EXERCISE AIM - When a line below contains the string "building", show that line.

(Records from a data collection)
———
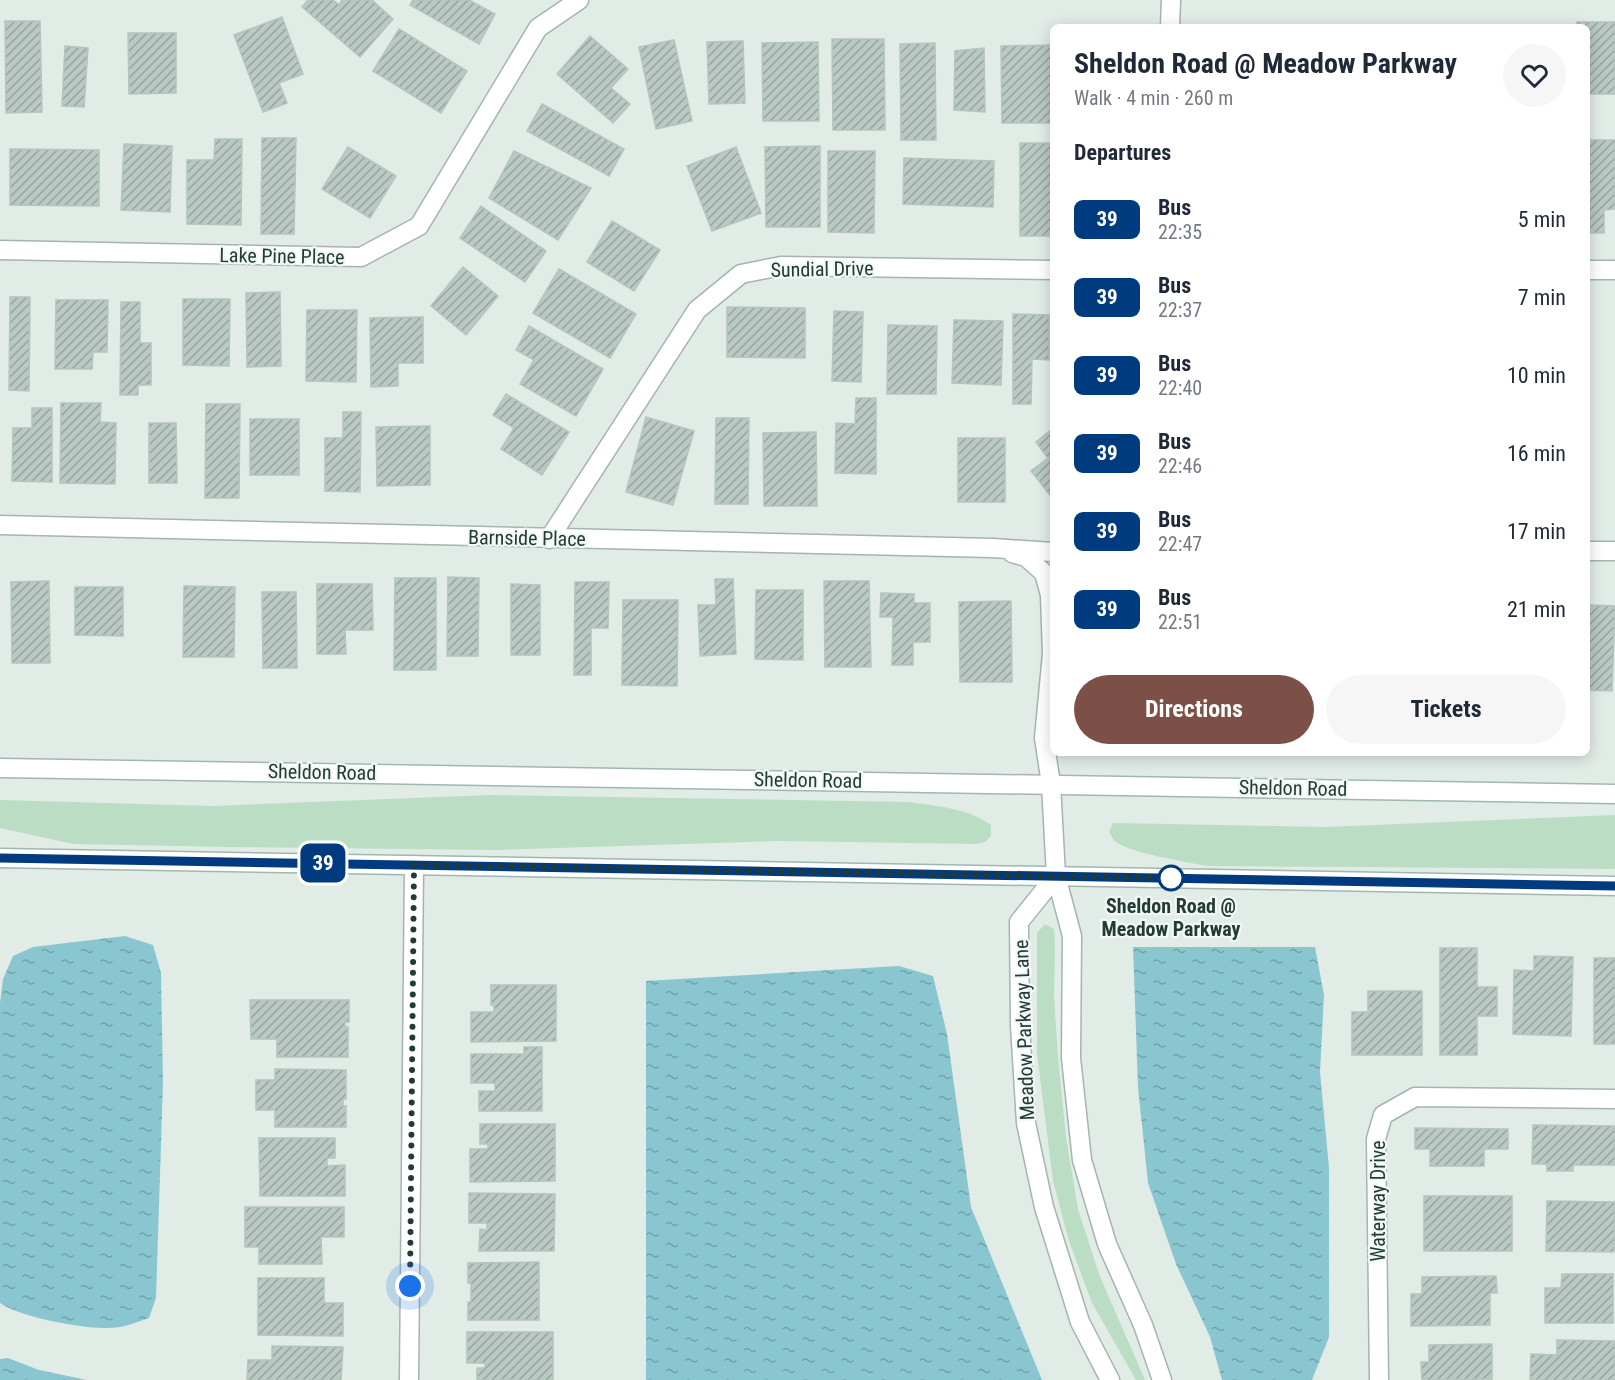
<!DOCTYPE html>
<meta charset="utf-8">
<style>
body{margin:0;font-family:"Roboto Condensed",sans-serif;background:#f6f6f7;color:#1f2937;height:100vh;display:flex;flex-direction:column;font-size:22px;white-space:nowrap}
*{box-sizing:border-box;margin:0}
p{font-size:20px;color:#747a83}
.icon{flex:none;width:33px;height:33px;fill:none;stroke:currentColor;stroke-width:2;stroke-linecap:round;stroke-linejoin:round}
.map{position:relative;flex:1;overflow:hidden}
.panel{position:absolute;left:1050px;top:24px;width:540px;height:732px;display:flex;flex-direction:column;background:#fff;border-radius:9px;box-shadow:0 3px 15px #0003}
.panel>*{flex:none}
.badge{padding:0 12px;border-radius:9px;font-size:21px;line-height:39px}
.you{position:absolute;width:30px;height:30px;margin:-15px;border:4px solid #fff;border-radius:50%;background:#1a73e8;box-shadow:0 0 0 9px #1a73e833}
.map>.badge{position:absolute;translate:-50% -50%;box-shadow:0 0 0 3px #fff}
h2{padding:0 24px;font-size:22px;line-height:54px}
.round{display:grid;place-items:center;flex:none;width:63px;height:63px;border-radius:32px;background:#f6f6f7}
.summary{display:flex;align-items:center;justify-content:space-between;height:102px;padding:0 24px}
h1{font-size:28px;font-weight:700;line-height:45px}
.action{display:flex;gap:12px;margin-top:auto;padding:12px 24px}
.action a{flex:1;height:69px;border-radius:36px;background:#7d5047;color:#fff;font-size:24px;font-weight:700;line-height:69px;text-align:center}
.action a+a{background:#f6f6f7;color:#1f2937}
ul{padding:0;list-style:none}
li{display:flex;align-items:center;gap:18px;height:78px;padding:0 24px}
li div{flex:1}
li b{display:block;font-size:22px}
li em{font-style:normal}
li .badge{min-width:66px;font-weight:700;text-align:center}
.map>svg:first-child{display:block}
</style>
<div class="map">
<svg width="1615" height="1380" viewBox="0 0 1615 1380">
<defs>
<pattern id="water-ripples" width="26" height="14" patternUnits="userSpaceOnUse" patternTransform="scale(1.5)"><rect width="26" height="14" fill="#8ac6d0"/><path d="M2 4q2-2 4 0t4 0M15 11q2-2 4 0t4 0" fill="none" stroke="#70a2aa"/></pattern>
<pattern id="building-hatch" width="6" height="6" patternUnits="userSpaceOnUse" patternTransform="scale(1.5)"><rect width="6" height="6" fill="#bac9c3"/><path d="M-1 1l2-2M0 6l6-6M5 7l2-2" fill="none" stroke="#97a49f"/></pattern>
</defs>
<rect width="100%" height="100%" fill="#e2ece7"/>
<path fill="#bbddc4" d="M490,795L909,802C937,806 968,808 991,825V836L985,842L976,844L777,841L495,850L228,847L73,844L0,828V800L212,806Z
M1615,815V869L1208,866C1190,863 1124,852 1114,840C1112,838 1111,835 1109,832L1113,823L1326,827Z
M1045,924L1054,929L1055,945L1054,996L1058,1057L1066,1137L1078,1209L1099,1274L1145,1380H1136L1092,1303L1069,1241L1053,1181L1037,1054V933Z"/>
<path fill="url(#water-ripples)" d="M125,936L153,945L161,973L163,1082L156,1298L149,1318C135,1323 120,1329 104,1328C80,1328 19,1317 0,1303V1003L3,979L13,956L33,947Z
M1133,947H1315L1324,995L1320,1072L1329,1168V1337L1312,1380H1222L1210,1337L1176,1264L1148,1183L1138,1087Z
M899,966L933,976L947,1034L971,1207L1042,1380H646V981Z
M8,1358L39,1370L87,1380H0V1359Z"/>
<path fill="url(#building-hatch)" stroke="#b4c5be" stroke-width="1.5" d="M308,0H333L339,5L342,0H372L393,19L360,57L302,7Z
M413,0H469L495,14L479,44L410,5Z
M282,17L303,74L279,83L287,103L263,112L234,35Z
M5,21H40L42,112L6,113Z
M1577,22H1615V94H1587V27H1577Z
M399,29L467,71L441,113L373,71Z
M128,33H176V93L129,94Z
M590,36L628,69L611,88L630,104L613,123L557,74Z
M832,39H884L885,130H833Z
M674,40L692,121L656,129L639,47Z
M743,41L745,103L709,104L707,42Z
M818,42L819,121H763L762,43Z
M935,43L936,140H901L900,44Z
M1052,45L1053,123H1002L1001,46Z
M65,46L88,48L84,107L62,106Z
M984,48L985,112L954,110L955,51Z
M542,104L624,149L609,176L527,131Z
M262,138H296L294,234H261Z
M215,139H242L241,225L187,224V160H214Z
M1587,140H1615V209L1604,210V233H1587Z
M1020,143H1053V236H1020Z
M124,144L172,146L170,212L121,210Z
M820,146V227H766L765,147Z
M348,147L396,176L370,218L322,189Z
M736,147L761,213L712,231L687,166Z
M10,149L99,150V206L10,205Z
M514,151L591,188L558,240L489,198Z
M828,151H875L874,233L828,232Z
M904,158L994,161L993,207L903,204Z
M481,206L546,251L525,282L460,238Z
M612,221L660,250L634,291L587,262Z
M463,267L498,296L466,335L431,306Z
M559,269L636,314L610,358L533,313Z
M280,292L281,366L247,367L246,293Z
M10,297H30L29,391L9,390Z
M183,299H230L229,366L183,365Z
M56,300H108L107,352H93L92,369H55Z
M121,302H140V343H151V385H138V395H120Z
M727,307L805,308V358L727,357Z
M307,310H357L356,382L306,381Z
M834,311L863,312L861,382L832,381Z
M1013,314L1049,315V360L1032,359L1031,404H1013Z
M423,317V363H398V386L371,387L370,318Z
M954,320L1003,321L1001,385L952,383Z
M888,325L937,326L936,394H887Z
M529,326L603,369L576,416L520,384L534,360L516,350Z
M506,394L569,432L542,475L501,449L514,428L493,415Z
M856,398H876V474L835,473L836,423L855,424Z
M61,403H101L100,422L116,423L115,484L60,483Z
M206,404H240L239,498H205Z
M32,408H52V482L12,481L13,428H32Z
M343,412H361L360,492L325,491V438H343Z
M646,417L694,431L673,505L626,492Z
M716,418H749L748,504H715Z
M250,419H299V475H250Z
M149,423H176L177,483H149Z
M430,426V485L377,486L376,427Z
M1053,428V499L1031,471L1048,458L1036,442Z
M816,432L817,506H764L763,433Z
M958,438H1005V502H958Z
M448,577L479,578L478,656H447Z
M395,578H436V670H394Z
M715,579H733L736,654L700,656L698,605H716Z
M49,581L50,663H12L11,582Z
M824,581H869L871,667H825Z
M575,582H609L608,628H591V675H574Z
M317,584H372L373,630H345L346,654H317Z
M511,584L540,585V655H511Z
M184,586L235,587L234,657H183Z
M75,587H123V636L75,635Z
M756,590H803V660L755,659Z
M262,592H296L297,668H263Z
M881,593L914,594V603H930V642H913V665H892L893,617H880Z
M623,600H678L677,686L622,685Z
M1011,601L1012,682H960L959,602Z
M1587,605L1615,606L1612,691L1587,690Z
M1440,948H1477V987H1497V1016H1477V1055H1440Z
M1534,956L1573,957L1571,1036L1513,1034L1514,970L1534,971Z
M1594,958H1615V1044H1594Z
M491,985H556V1041L471,1042V1012H494V1005H491Z
M1368,991H1422V1055H1352V1012H1368Z
M250,1000H349V1022H345V1027H348V1057H277V1039H251Z
M524,1047H542V1111H479V1091H495V1083H471V1054H524Z
M275,1069L346,1070V1099H343V1106H346V1127H275V1110H256V1080H275Z
M480,1124H555V1181L470,1182V1149H488V1144H480Z
M1533,1125L1615,1126V1165H1573V1171H1547V1164H1532Z
M1415,1128L1508,1129V1149H1484V1166H1430V1149H1415Z
M259,1138H335V1158H327V1166L345,1165V1196H260Z
M469,1193L555,1194L554,1251H479L480,1229L487,1230V1223H469Z
M1424,1196H1512V1251H1424Z
M1547,1201L1615,1202L1614,1252L1546,1251Z
M245,1207H344V1237H321L322,1264H259V1247H245Z
M539,1262V1320H468V1302H471V1283H468V1263Z
M1562,1274H1613V1323H1545V1288H1561Z
M1496,1276L1497,1293H1490V1325L1411,1326V1294H1422V1277Z
M258,1278H324V1303H343V1336L258,1335Z
M467,1332H553V1380H477V1368H485V1363H467Z
M1557,1340L1615,1341V1380H1530L1531,1354L1557,1355Z
M1492,1344V1379L1422,1380L1421,1362H1429V1345Z
M272,1346L343,1347L341,1380H247L248,1360H272Z"/>
<g fill="none" stroke-linecap="round" stroke-linejoin="round">
<defs>
<path id="minor" d="M1170,27L1171,0
M0,250L361,257L419,226L538,28L579,0
M1587,270H1615
M0,525L993,548L1053,552
M549,539L697,310L741,274L781,266L1053,270
M1587,551H1615
M1012,553L1026,557L1044,573L1050,595L1052,654L1044,738L1051,784L1056,876L1072,936L1071,1058L1082,1160L1107,1244L1143,1325L1162,1380
M1056,876L1019,922L1020,1026L1026,1123L1044,1207L1080,1322L1110,1380
M409,1380L414,865
M1379,1380L1376,1139L1383,1115L1415,1097L1615,1099"/>
<path id="secondary" d="M0,768L1615,794
M0,858L1615,886"/>
</defs>
<use href="#minor" stroke="#a5b4ae" stroke-width="21"/>
<use href="#secondary" stroke="#a0b7af" stroke-width="21"/>
<use href="#minor" stroke="#fff" stroke-width="18"/>
<use href="#secondary" stroke="#fff" stroke-width="18"/>
</g>
<g fill="none" stroke-linecap="round" stroke-linejoin="round">
<defs>
<path id="line" d="M0,858L1615,886"/>
</defs>
<use href="#line" stroke="#fff" stroke-width="14"/>
<use href="#line" stroke="#003b80" stroke-width="9"/>
<path stroke="#223c35" stroke-width="6" stroke-dasharray="0 10.8" d="M410,1286L414,865L1171,878"/>
</g>
<circle fill="#fff" stroke="#003b80" stroke-width="3" cx="1171" cy="878" r="12"/>
<g text-anchor="middle" dominant-baseline="central" stroke-width="4.5" stroke-linejoin="round" paint-order="stroke">
<g font-size="20" fill="#223c35" stroke="#f2f8f5">
<text transform="translate(282 256) rotate(1)">Lake Pine Place</text>
<text transform="translate(822 269) rotate(-1)">Sundial Drive</text>
<text transform="translate(527 538) rotate(1)">Barnside Place</text>
<text transform="translate(322 772) rotate(1)">Sheldon Road</text>
<text transform="translate(808 780) rotate(1)">Sheldon Road</text>
<text transform="translate(1293 788) rotate(1)">Sheldon Road</text>
<text transform="translate(1024 1030) rotate(-92)">Meadow Parkway Lane</text>
<text transform="translate(1378 1201) rotate(-90)">Waterway Drive</text>
</g>
<g font-size="20" font-weight="bold" fill="#223c35" stroke="#f2f8f5">
<text x="1171" y="906">Sheldon Road @<tspan x="1171" dy="23">Meadow Parkway</tspan></text>
</g>
</g>
</svg>
<div class="you" style="left:410px;top:1286px"></div>
<b class="badge" style="left:323px;top:863px;background:#003b80;color:#fff">39</b>
<section class="panel">
<div class="summary"><div><h1>Sheldon Road @ Meadow Parkway</h1><p>Walk · 4 min · 260 m</p></div><a class="round"><svg class="icon" aria-label="heart" viewBox="0 0 24 24"><path d="M12 20l-8-8c-3-5 5-10 8-4 3-6 11-1 8 4z"/></svg></a></div>
<h2>Departures</h2>
<ul>
<li><span class="badge" style="background:#003b80;color:#fff">39</span><div><b>Bus</b><p>22:35</p></div><em>5 min</em></li>
<li><span class="badge" style="background:#003b80;color:#fff">39</span><div><b>Bus</b><p>22:37</p></div><em>7 min</em></li>
<li><span class="badge" style="background:#003b80;color:#fff">39</span><div><b>Bus</b><p>22:40</p></div><em>10 min</em></li>
<li><span class="badge" style="background:#003b80;color:#fff">39</span><div><b>Bus</b><p>22:46</p></div><em>16 min</em></li>
<li><span class="badge" style="background:#003b80;color:#fff">39</span><div><b>Bus</b><p>22:47</p></div><em>17 min</em></li>
<li><span class="badge" style="background:#003b80;color:#fff">39</span><div><b>Bus</b><p>22:51</p></div><em>21 min</em></li>
</ul>
<div class="action"><a>Directions</a><a>Tickets</a></div>
</section>
</div>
———
TASK ANSWER -
<pattern id="building-hatch" width="6" height="6" patternUnits="userSpaceOnUse" patternTransform="scale(1.5)"><rect width="6" height="6" fill="#bac9c3"/><path d="M-1 1l2-2M0 6l6-6M5 7l2-2" fill="none" stroke="#97a49f"/></pattern>
<path fill="url(#building-hatch)" stroke="#b4c5be" stroke-width="1.5" d="M308,0H333L339,5L342,0H372L393,19L360,57L302,7Z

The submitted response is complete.